[Collected data entries]
*** Begin section ***

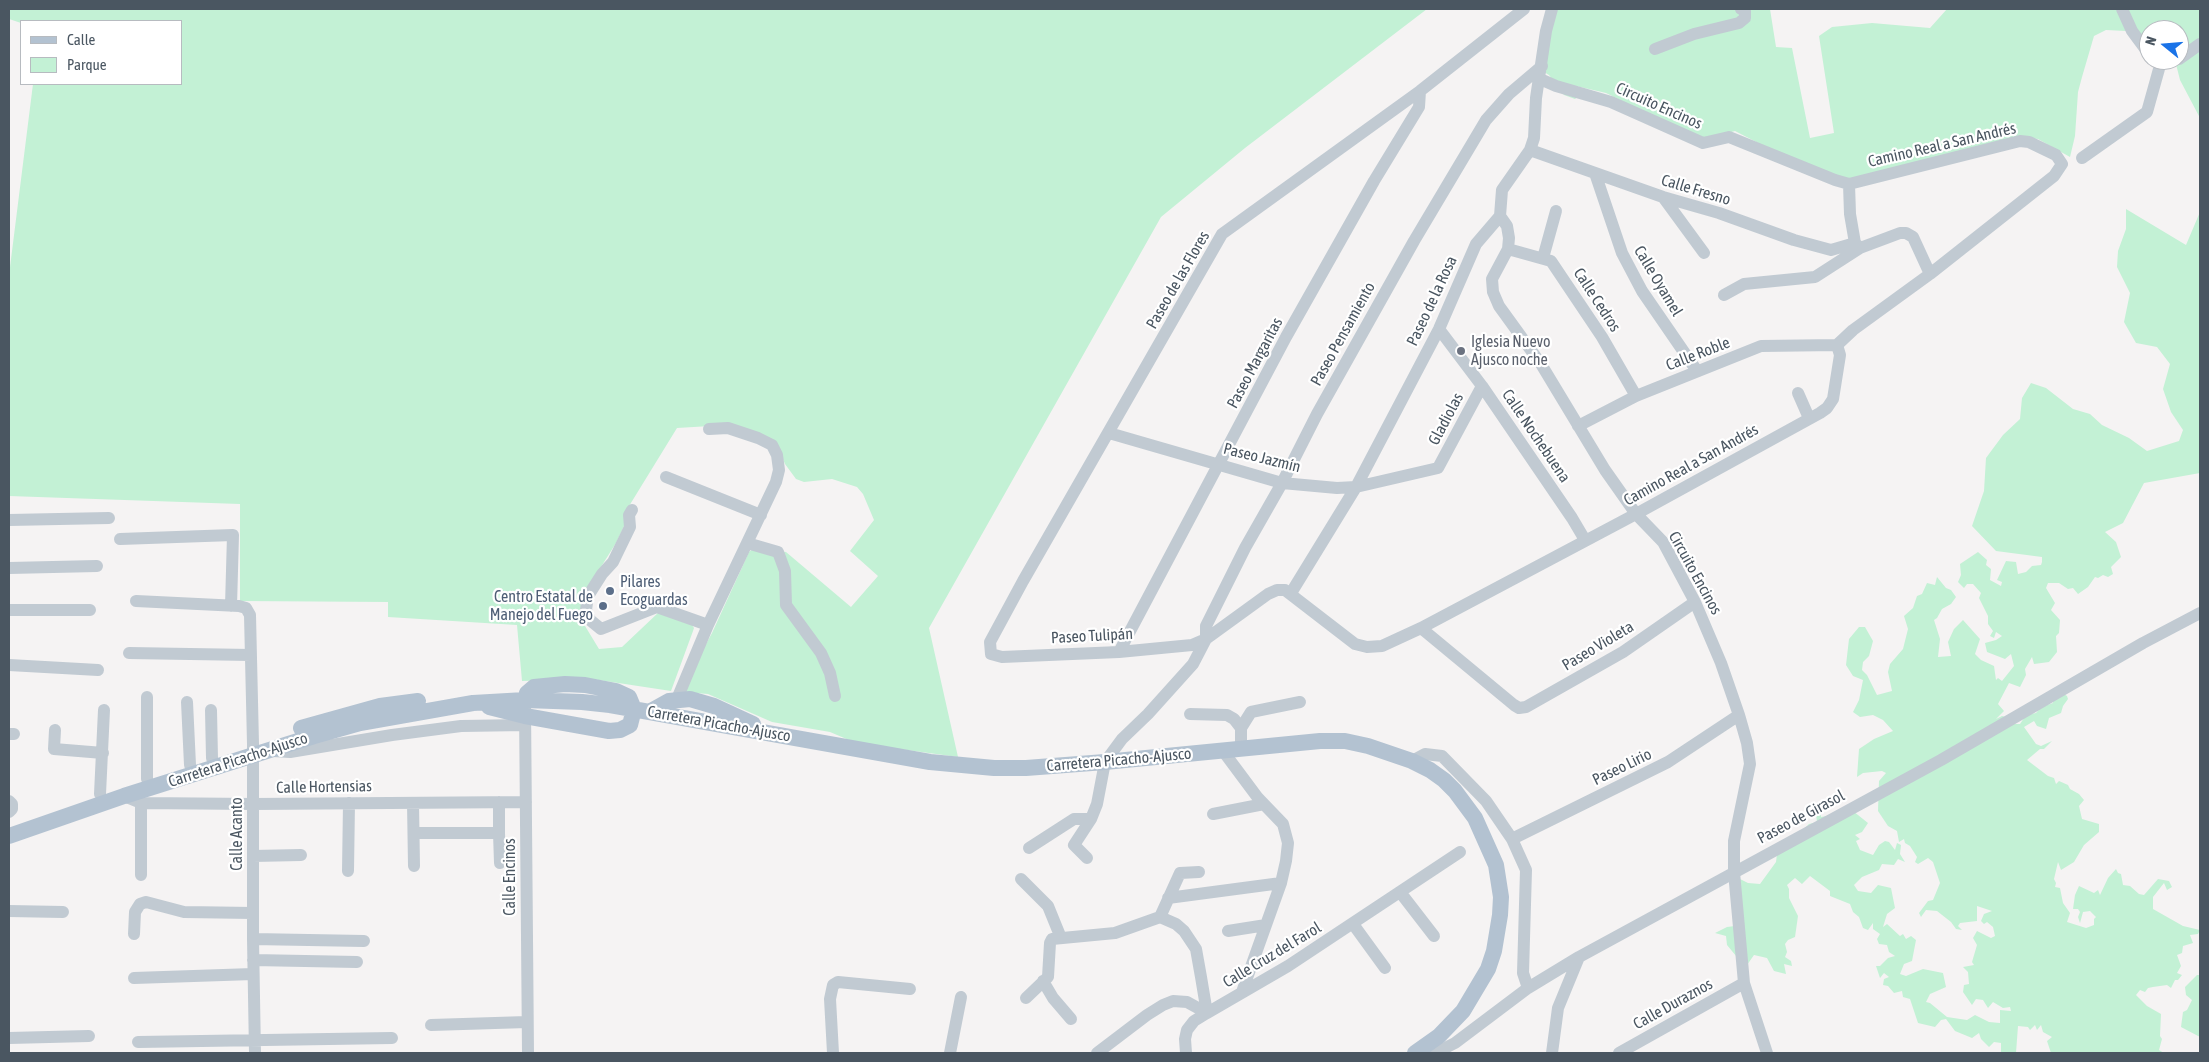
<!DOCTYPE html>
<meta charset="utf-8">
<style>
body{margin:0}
#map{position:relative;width:2209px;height:1062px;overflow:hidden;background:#f5f3f3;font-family:"Asap Condensed",sans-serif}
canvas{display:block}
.frame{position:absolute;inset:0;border:10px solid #4a5661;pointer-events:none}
.legend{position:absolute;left:20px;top:20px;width:162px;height:65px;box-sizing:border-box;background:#fff;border:1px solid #b7bbc0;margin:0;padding:6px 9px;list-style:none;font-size:15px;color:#4a5661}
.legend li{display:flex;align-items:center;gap:10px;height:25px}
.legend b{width:25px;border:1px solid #b7bbc0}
.north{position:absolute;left:2139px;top:20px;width:50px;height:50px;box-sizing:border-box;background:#fff;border:1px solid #b7bbc0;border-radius:50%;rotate:287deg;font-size:14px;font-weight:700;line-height:20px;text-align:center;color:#4a5661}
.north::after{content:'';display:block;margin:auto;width:18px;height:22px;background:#1a73e8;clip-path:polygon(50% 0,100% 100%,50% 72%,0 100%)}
</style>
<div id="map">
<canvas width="2209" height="1062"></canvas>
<div class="frame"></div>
<ul class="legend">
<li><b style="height:6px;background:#b3c2d1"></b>Calle</li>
<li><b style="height:14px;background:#c3f1d5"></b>Parque</li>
</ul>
<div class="north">N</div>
</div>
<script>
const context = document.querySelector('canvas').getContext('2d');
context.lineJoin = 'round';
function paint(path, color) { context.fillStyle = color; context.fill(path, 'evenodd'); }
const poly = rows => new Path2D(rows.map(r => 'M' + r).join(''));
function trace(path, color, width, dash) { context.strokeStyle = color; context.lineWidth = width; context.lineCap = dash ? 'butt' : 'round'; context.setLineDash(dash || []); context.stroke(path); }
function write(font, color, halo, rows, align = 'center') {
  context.font = font + ' "Asap Condensed",sans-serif'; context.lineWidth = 4.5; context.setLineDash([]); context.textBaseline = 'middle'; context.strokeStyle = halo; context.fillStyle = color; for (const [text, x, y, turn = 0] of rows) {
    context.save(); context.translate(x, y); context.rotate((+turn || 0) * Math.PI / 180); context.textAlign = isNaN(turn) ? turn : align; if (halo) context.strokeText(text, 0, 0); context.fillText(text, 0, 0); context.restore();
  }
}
paint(poly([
 [9,9,1427,9,1245,148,1161,217,929,628,958,757,856,743,830,732,772,722,708,694,684,692,688,677,712,633,749,552,754,548,786,552,851,607,878,576,850,551,874,520,863,494,857,487,832,479,804,482,796,479,785,464,779,450,727,425,677,428,626,511,624,526,616,543,589,586,582,604,582,621,599,649,622,647,659,612,692,625,694,628,693,631,671,691,592,679,522,681,517,625,388,617,388,602,240,601,240,504,9,496,9,275,33,84,181,84,181,21,21,23,9,19],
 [1552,9,1770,9,1776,47,1792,48,1810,138,1834,133,1819,36,1832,27,1872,23,1930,28,1947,9,2200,9,2200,118,2180,80,2175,60,2179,60,2179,30,2149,30,2149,38,2126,31,2106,30,2094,36,2082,77,2078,92,2075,136,2070,157,2038,139,2022,137,1853,181,1793,161,1735,131,1701,140,1606,93,1576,86,1582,93,1575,99,1564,95,1549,75,1544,72],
 [2126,209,2186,245,2200,212,2200,473,2144,483,2123,523,2105,532,2116,542,2121,557,2111,567,2113,574,2108,577,2103,575,2098,578,2095,577,2088,587,2078,594,2073,588,2068,589,2059,583,2048,583,2046,588,2055,603,2051,610,2060,620,2059,633,2056,636,2057,652,2049,662,2034,664,2032,657,2025,669,2026,675,2020,687,2009,683,1998,704,2004,711,1996,719,2002,716,2010,718,2014,724,2020,724,2026,715,2036,713,2041,707,2053,703,2051,695,2061,692,2067,696,2068,699,2063,706,2061,713,2049,718,2046,729,2037,726,2034,721,2024,727,2036,744,2041,746,2052,741,2044,749,2040,749,2027,760,2048,776,2054,778,2056,784,2059,781,2068,785,2070,789,2079,794,2084,800,2079,806,2082,819,2099,824,2099,832,2084,845,2074,862,2061,870,2058,862,2054,879,2056,883,2055,887,2060,888,2063,903,2070,913,2067,922,2086,928,2094,925,2094,919,2096,917,2090,911,2083,912,2080,923,2078,917,2080,912,2078,909,2073,909,2075,895,2079,886,2094,893,2098,890,2100,895,2108,878,2116,869,2118,873,2121,874,2123,885,2130,886,2139,894,2144,895,2158,879,2169,881,2172,887,2167,890,2164,883,2153,897,2153,909,2183,926,2200,930,2198,934,2190,935,2193,943,2183,946,2182,953,2177,955,2181,966,2177,973,2182,975,2178,980,2175,980,2171,988,2167,985,2153,987,2148,988,2145,992,2140,990,2136,995,2147,1006,2161,1014,2160,1036,2162,1039,2159,1050,2164,1053,2051,1053,2047,1041,2052,1037,2043,1032,2041,1025,2037,1030,2035,1025,2030,1030,2028,1027,2018,1026,2016,1053,2001,1053,2001,1043,1994,1042,1989,1047,1981,1039,1979,1033,1972,1038,1955,1031,1946,1019,1941,1020,1935,1027,1918,1023,1910,999,1903,997,1902,991,1894,993,1888,986,1883,985,1884,979,1889,977,1884,973,1880,978,1876,966,1880,966,1888,958,1895,956,1889,952,1887,945,1879,944,1877,939,1880,934,1873,929,1873,923,1868,930,1863,928,1859,917,1853,912,1850,904,1830,896,1830,891,1810,876,1802,884,1795,878,1787,885,1789,889,1789,898,1798,916,1795,937,1788,940,1785,944,1787,952,1785,957,1791,961,1792,966,1784,964,1786,974,1774,971,1767,958,1754,955,1747,965,1741,962,1727,945,1726,936,1715,933,1727,927,1735,926,1736,877,1748,883,1760,884,1776,862,1777,854,1809,824,1817,822,1815,806,1820,807,1821,817,1853,811,1868,823,1862,832,1855,835,1860,839,1856,841,1860,850,1873,855,1879,845,1885,841,1889,842,1895,850,1897,843,1901,845,1900,854,1905,862,1898,859,1894,865,1882,864,1879,870,1862,877,1854,885,1858,891,1871,893,1878,885,1891,888,1895,908,1887,914,1883,927,1887,924,1900,936,1903,934,1906,939,1911,936,1916,940,1912,961,1904,964,1900,974,1906,976,1923,969,1943,973,1946,987,1930,994,1926,1002,1930,1003,1947,1017,1967,1020,1975,1015,1989,1022,2000,1023,2000,1010,2011,1011,2010,1007,2003,1008,1993,1002,1988,1008,1983,1000,1976,999,1972,1005,1963,992,1964,985,1969,984,1968,972,1963,967,1974,965,1972,962,1977,945,1973,938,1977,931,1991,938,1995,936,1993,927,1987,922,1984,924,1981,921,1984,914,1992,911,1977,906,1977,921,1960,923,1958,926,1962,930,1956,929,1951,922,1937,911,1926,910,1921,917,1919,913,1928,901,1933,900,1940,883,1933,862,1928,858,1918,864,1915,862,1917,857,1910,846,1905,843,1904,839,1899,842,1897,831,1888,826,1878,811,1879,781,1886,773,1882,771,1863,773,1857,777,1859,749,1874,739,1893,731,1883,720,1873,715,1860,717,1853,712,1859,700,1863,680,1853,676,1846,665,1849,639,1859,627,1865,627,1873,641,1869,656,1863,662,1862,670,1867,675,1877,695,1892,691,1888,672,1890,664,1903,649,1908,629,1904,616,1913,608,1917,596,1922,594,1927,583,1935,585,1937,577,1946,588,1951,590,1956,597,1951,604,1942,609,1937,618,1934,620,1940,639,1938,657,1951,656,1948,642,1954,629,1963,620,1980,639,1975,654,1981,660,1994,666,1996,680,1998,678,2002,681,2014,666,2011,654,2005,659,1987,652,1985,643,1996,640,2002,636,1996,632,1994,638,1990,636,1993,631,1988,624,1988,616,1979,598,1981,593,1973,584,1967,584,1964,588,1958,582,1961,575,1960,564,1978,552,1987,560,1986,565,1991,569,1990,580,2001,586,2002,582,1997,580,2006,561,2016,562,2018,574,2026,572,2032,566,2041,565,2042,562,2042,557,1996,551,1972,526,1984,491,1986,458,2003,435,2020,419,2022,398,2031,383,2046,388,2073,409,2090,414,2102,425,2129,438,2147,451,2179,441,2183,430,2171,412,2163,389,2170,364,2157,347,2136,343,2124,322,2130,293,2117,267,2118,251,2126,229],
 [2197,975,2200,975,2200,1037,2181,1027,2183,1012,2187,1010,2192,1000,2186,995,2185,987]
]), '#c3f1d5');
trace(poly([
 [1524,9,1420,91,1222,234,1023,581,990,642,991,654,1002,657,1119,652,1192,645,1206,639,1206,626,1245,548,1282,483,1317,414,1414,241,1486,120,1509,94,1542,66],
 [2122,9,2132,31,2149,54],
 [1655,49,1694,34,1739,23,1745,18,1745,11,1741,9],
 [2179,59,2200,44],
 [1540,79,1556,86,1611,102,1703,143,1729,137,1835,180,1849,184,2020,141,2029,142,2056,155,2062,164,2054,176,1930,274,1853,330,1837,345],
 [1530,150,1663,197,1719,213,1794,240,1831,250,1855,243],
 [2082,158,2147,112,2159,69],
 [1595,173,1622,253,1642,291,1697,371],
 [1849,184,1850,214,1855,243,1860,248],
 [1663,197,1704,253],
 [1500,216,1507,226,1509,238,1508,249,1492,279,1493,292,1499,306,1541,364,1605,470,1636,514,1663,542,1695,602,1721,663,1739,715,1747,743,1750,764,1734,841,1734,872,1744,983,1767,1053],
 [1508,249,1551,261,1602,337,1636,396],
 [1543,258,1556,211],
 [1724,295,1744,284,1815,277,1860,248,1900,233,1906,233,1913,237,1930,274],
 [1439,329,1482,386,1572,518,1585,540],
 [1798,393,1809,418],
 [1578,426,1636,396,1761,346,1837,345],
 [1109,433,1282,483,1337,488,1356,487,1438,468,1482,386],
 [666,477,761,515],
 [632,510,629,515,630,527,613,562,602,574,588,596,586,610,590,620,601,629,657,607,708,625],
 [9,520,109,518],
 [120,539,233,535,231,606],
 [747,543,778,552,785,571,786,605,821,653,830,673,835,696],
 [9,568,97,566],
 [1291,593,1356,487,1439,329,1476,244,1500,216,1502,190,1530,150,1534,138,1536,98,1546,31,1552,9],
 [136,601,239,606,246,608,250,615,253,744,253,939,255,1053],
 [9,610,90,610],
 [1421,628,1514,705,1519,708,1526,707,1623,652,1695,602],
 [1119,652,1286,337,1374,181,1419,107,1420,91],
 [129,653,251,655],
 [9,665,98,670],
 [677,699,708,625,776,482,779,470,777,455,772,445,758,438,728,428,709,429],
 [187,702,190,765],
 [525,707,528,1053],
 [211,710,212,758],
 [1190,714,1227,715,1234,719,1241,728],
 [55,730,54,749,103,753],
 [9,734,14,734],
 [1241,749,1241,728,1251,712,1300,702],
 [273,751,290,752,392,735,461,726,525,725],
 [1223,751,1258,798,1283,824,1288,843,1286,861,1281,883,1242,992],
 [1412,761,1425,754,1442,756,1486,801,1512,839,1526,870,1523,973,1528,988],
 [147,779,147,697],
 [100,794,104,710],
 [124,796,141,803,253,804,526,802],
 [9,801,12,804,12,809,9,812],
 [413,803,414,866],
 [1213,814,1264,804],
 [414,833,499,833,499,802],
 [499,833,500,863],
 [1512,839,1668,762,1739,715],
 [1029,848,1074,819,1091,819],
 [253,856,301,855],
 [1087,858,1074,845,1091,819,1097,804,1105,762,1122,739,1148,714,1193,664,1206,639,1268,594,1277,590,1285,590,1355,644,1367,647,1382,646,1421,628,1636,514,1820,413,1827,408,1833,399,1840,355,1837,345],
 [348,871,349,803],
 [141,875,141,803],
 [1021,879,1048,906,1061,938],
 [1400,892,1434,936],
 [1168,898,1281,883],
 [9,911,63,912],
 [1160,917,1176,924,1184,931,1196,949,1201,977,1207,1013,1194,1021,1187,1030,1185,1039,1186,1053],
 [1160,917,1180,873,1199,872],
 [1353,924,1385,968],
 [1228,931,1266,925],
 [134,934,135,912,140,904,146,902,184,912,253,913],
 [253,939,364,941],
 [253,960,357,962],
 [134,978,253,974],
 [1043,981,1053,998,1071,1019],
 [1026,998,1048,977,1050,943,1052,939,1115,933,1160,917],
 [431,1025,527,1022],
 [9,1038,89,1036],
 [138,1042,392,1038],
 [833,1053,830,999,833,985,838,982,910,989],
 [950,1053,961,997],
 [1097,1053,1147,1015,1163,1005,1173,1001,1187,1002,1207,1013,1288,966,1460,852],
 [1421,1053,1445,1048,1455,1043,1528,988,1579,957,1941,760,2143,643,2200,613],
 [1552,1053,1558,1008,1579,957],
 [1619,1053,1744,983]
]), '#c1cad2', 12);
trace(poly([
 [489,707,525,716,609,731,620,730,630,725,634,709,629,697,616,691,585,685,565,684,534,687,527,693,525,700],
 [651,711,669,701,690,699,714,706,753,724],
 [301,728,380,706,418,701],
 [9,836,124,796,314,736,360,723,473,703,525,700,582,702,610,705,930,762,994,768,1026,768,1105,762,1320,741,1345,741,1368,746,1412,761,1430,770,1444,780,1455,791,1475,818,1496,865,1501,897,1500,915,1494,951,1488,969,1463,1011,1439,1036,1415,1053]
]), '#b3c2d1', 16);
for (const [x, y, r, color] of [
 [1461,351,5,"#6b7280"],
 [610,591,5,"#5c6f8a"],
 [603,606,5,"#5c6f8a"]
]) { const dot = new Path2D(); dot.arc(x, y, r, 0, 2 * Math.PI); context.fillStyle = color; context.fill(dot); trace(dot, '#fff', 2); }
write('16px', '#4a5661', '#fff', [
 ["Circuito Encinos",1659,106,24],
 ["Camino Real a San Andrés",1942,145,-13],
 ["Calle Fresno",1696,190,17],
 ["Paseo de las Flores",1178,280,-60],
 ["Calle Oyamel",1658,281,59],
 ["Calle Cedros",1597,300,57],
 ["Paseo de la Rosa",1432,301,-65],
 ["Paseo Pensamiento",1343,334,-61],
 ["Calle Roble",1698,354,-21],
 ["Paseo Margaritas",1255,363,-62],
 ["Gladiolas",1446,419,-62],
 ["Calle Nochebuena",1536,436,56],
 ["Paseo Jazmín",1262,458,14],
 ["Camino Real a San Andrés",1691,465,-29],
 ["Circuito Encinos",1695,573,61],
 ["Paseo Tulipán",1092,636,-3],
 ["Paseo Violeta",1598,646,-31],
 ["Carretera Picacho-Ajusco",719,724,10],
 ["Carretera Picacho-Ajusco",238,760,-18],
 ["Carretera Picacho-Ajusco",1119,760,-5],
 ["Paseo Lirio",1622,767,-26],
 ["Calle Hortensias",324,787,-1],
 ["Paseo de Girasol",1801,817,-28],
 ["Calle Acanto",237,834,-90],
 ["Calle Encinos",510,877,-90],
 ["Calle Cruz del Farol",1272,955,-31],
 ["Calle Duraznos",1673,1004,-29]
]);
write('16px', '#5b616d', '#fff', [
 ["Iglesia Nuevo",1471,342],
 ["Ajusco noche",1471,360]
], 'left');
write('16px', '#4e5e75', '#fff', [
 ["Pilares",620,582],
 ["Ecoguardas",620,600],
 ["Centro Estatal de",593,597,"right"],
 ["Manejo del Fuego",593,615,"right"]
], 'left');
</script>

*** End section ***

GOAL OF THE EXERCISE: From the data above, copy every line where "function" appears.

OUTPUT BELOW:
function paint(path, color) { context.fillStyle = color; context.fill(path, 'evenodd'); }
function trace(path, color, width, dash) { context.strokeStyle = color; context.lineWidth = width; context.lineCap = dash ? 'butt' : 'round'; context.setLineDash(dash || []); context.stroke(path); }
function write(font, color, halo, rows, align = 'center') {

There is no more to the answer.